What you are asked to do
This task calls for copying every line in the data below that contains the word "Dudley".

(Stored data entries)

****************

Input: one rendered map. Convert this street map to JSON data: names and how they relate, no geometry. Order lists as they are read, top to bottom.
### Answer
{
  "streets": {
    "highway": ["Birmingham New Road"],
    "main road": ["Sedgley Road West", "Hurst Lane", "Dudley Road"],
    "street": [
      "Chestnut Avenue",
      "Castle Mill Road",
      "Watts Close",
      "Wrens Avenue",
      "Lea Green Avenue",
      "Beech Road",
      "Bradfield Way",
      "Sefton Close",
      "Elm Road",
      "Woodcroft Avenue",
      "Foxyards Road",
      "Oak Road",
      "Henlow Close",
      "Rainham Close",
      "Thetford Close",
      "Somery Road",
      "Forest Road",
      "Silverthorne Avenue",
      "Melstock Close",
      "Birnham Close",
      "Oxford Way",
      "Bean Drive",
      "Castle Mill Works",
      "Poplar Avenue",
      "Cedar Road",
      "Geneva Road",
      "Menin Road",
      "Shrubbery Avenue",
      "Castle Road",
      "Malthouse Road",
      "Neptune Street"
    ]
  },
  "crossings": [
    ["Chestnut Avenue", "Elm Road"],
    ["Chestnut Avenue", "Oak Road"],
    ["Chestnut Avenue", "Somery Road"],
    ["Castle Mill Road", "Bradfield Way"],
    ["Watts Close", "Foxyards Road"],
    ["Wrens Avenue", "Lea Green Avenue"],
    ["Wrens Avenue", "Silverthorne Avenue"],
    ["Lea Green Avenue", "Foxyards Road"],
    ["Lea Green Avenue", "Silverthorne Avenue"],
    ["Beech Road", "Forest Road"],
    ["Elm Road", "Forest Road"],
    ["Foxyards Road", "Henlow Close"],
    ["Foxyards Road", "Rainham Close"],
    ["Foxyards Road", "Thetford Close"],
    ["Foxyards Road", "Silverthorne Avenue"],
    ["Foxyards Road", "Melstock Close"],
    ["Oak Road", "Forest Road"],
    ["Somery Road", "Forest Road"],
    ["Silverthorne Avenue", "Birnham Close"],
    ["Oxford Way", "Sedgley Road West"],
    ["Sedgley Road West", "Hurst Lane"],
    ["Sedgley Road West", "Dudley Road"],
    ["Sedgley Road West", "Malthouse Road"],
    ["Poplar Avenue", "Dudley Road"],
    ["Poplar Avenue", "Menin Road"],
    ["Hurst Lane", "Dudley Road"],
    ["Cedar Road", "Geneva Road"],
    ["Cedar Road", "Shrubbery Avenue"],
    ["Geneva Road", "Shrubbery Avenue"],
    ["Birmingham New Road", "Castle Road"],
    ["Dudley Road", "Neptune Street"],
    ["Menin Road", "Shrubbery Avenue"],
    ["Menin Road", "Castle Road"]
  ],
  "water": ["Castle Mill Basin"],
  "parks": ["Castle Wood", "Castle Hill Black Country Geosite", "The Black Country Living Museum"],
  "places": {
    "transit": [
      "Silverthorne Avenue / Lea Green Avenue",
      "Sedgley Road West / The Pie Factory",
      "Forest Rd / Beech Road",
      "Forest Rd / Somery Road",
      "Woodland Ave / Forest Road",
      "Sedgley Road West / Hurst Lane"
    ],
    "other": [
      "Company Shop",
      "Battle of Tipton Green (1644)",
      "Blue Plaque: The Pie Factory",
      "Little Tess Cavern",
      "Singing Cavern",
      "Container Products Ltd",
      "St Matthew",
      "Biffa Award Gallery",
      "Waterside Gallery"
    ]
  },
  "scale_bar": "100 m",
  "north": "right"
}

****************

Finished task
    "main road": ["Sedgley Road West", "Hurst Lane", "Dudley Road"],
    ["Sedgley Road West", "Dudley Road"],
    ["Poplar Avenue", "Dudley Road"],
    ["Hurst Lane", "Dudley Road"],
    ["Dudley Road", "Neptune Street"],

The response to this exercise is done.